*SUPPLIED DATA:*
▶
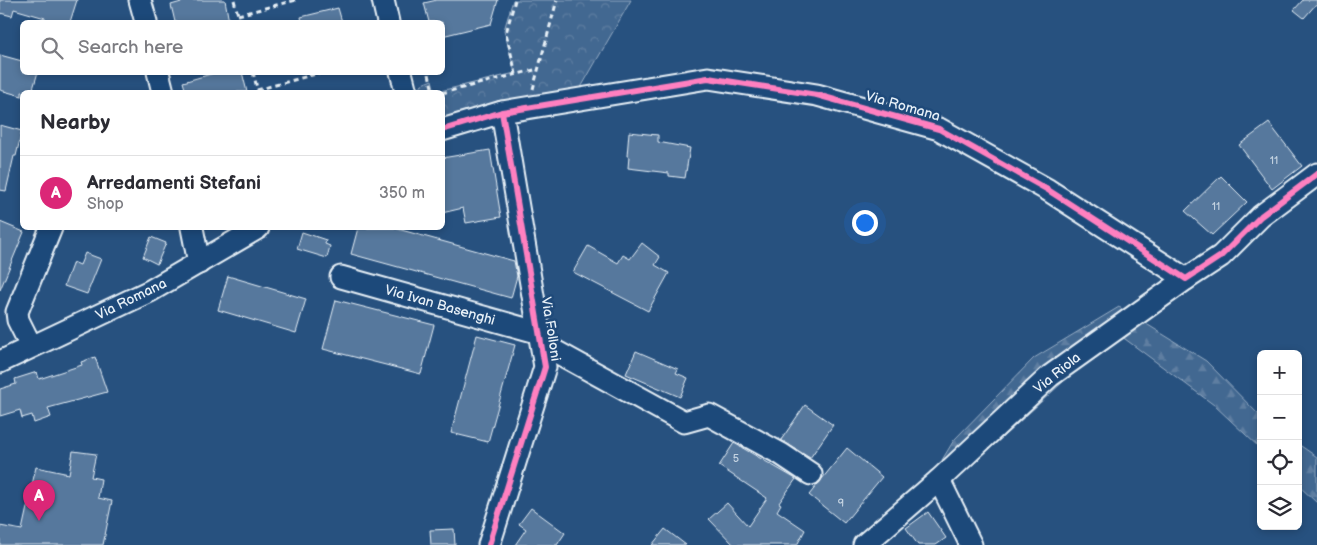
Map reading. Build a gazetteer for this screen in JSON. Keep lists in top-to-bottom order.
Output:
{
  "streets": {
    "street": [
      "Via Romana",
      "Via Ivan Basenghi",
      "Via Folloni",
      "Via Riola"
    ]
  },
  "crossings": [
    ["Via Romana", "Via Folloni"],
    ["Via Romana", "Via Riola"],
    ["Via Ivan Basenghi", "Via Folloni"]
  ],
  "house_numbers": [
    "11",
    "11",
    "5",
    "9"
  ],
  "page": {
    "search": "Search here",
    "heading": "Nearby",
    "list": [
      {
        "mark": "A",
        "name": "Arredamenti Stefani",
        "note": "Shop",
        "value": "350 m"
      }
    ],
    "map_buttons": ["+", "−"],
    "pins": "A"
  }
}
◀
*WORK ORDER:*
The records above must be output exactly, except for the pictures.

*RESULT OF THE EXERCISE:*
Map reading. Build a gazetteer for this screen in JSON. Keep lists in top-to-bottom order.
Output:
{
  "streets": {
    "street": [
      "Via Romana",
      "Via Ivan Basenghi",
      "Via Folloni",
      "Via Riola"
    ]
  },
  "crossings": [
    ["Via Romana", "Via Folloni"],
    ["Via Romana", "Via Riola"],
    ["Via Ivan Basenghi", "Via Folloni"]
  ],
  "house_numbers": [
    "11",
    "11",
    "5",
    "9"
  ],
  "page": {
    "search": "Search here",
    "heading": "Nearby",
    "list": [
      {
        "mark": "A",
        "name": "Arredamenti Stefani",
        "note": "Shop",
        "value": "350 m"
      }
    ],
    "map_buttons": ["+", "−"],
    "pins": "A"
  }
}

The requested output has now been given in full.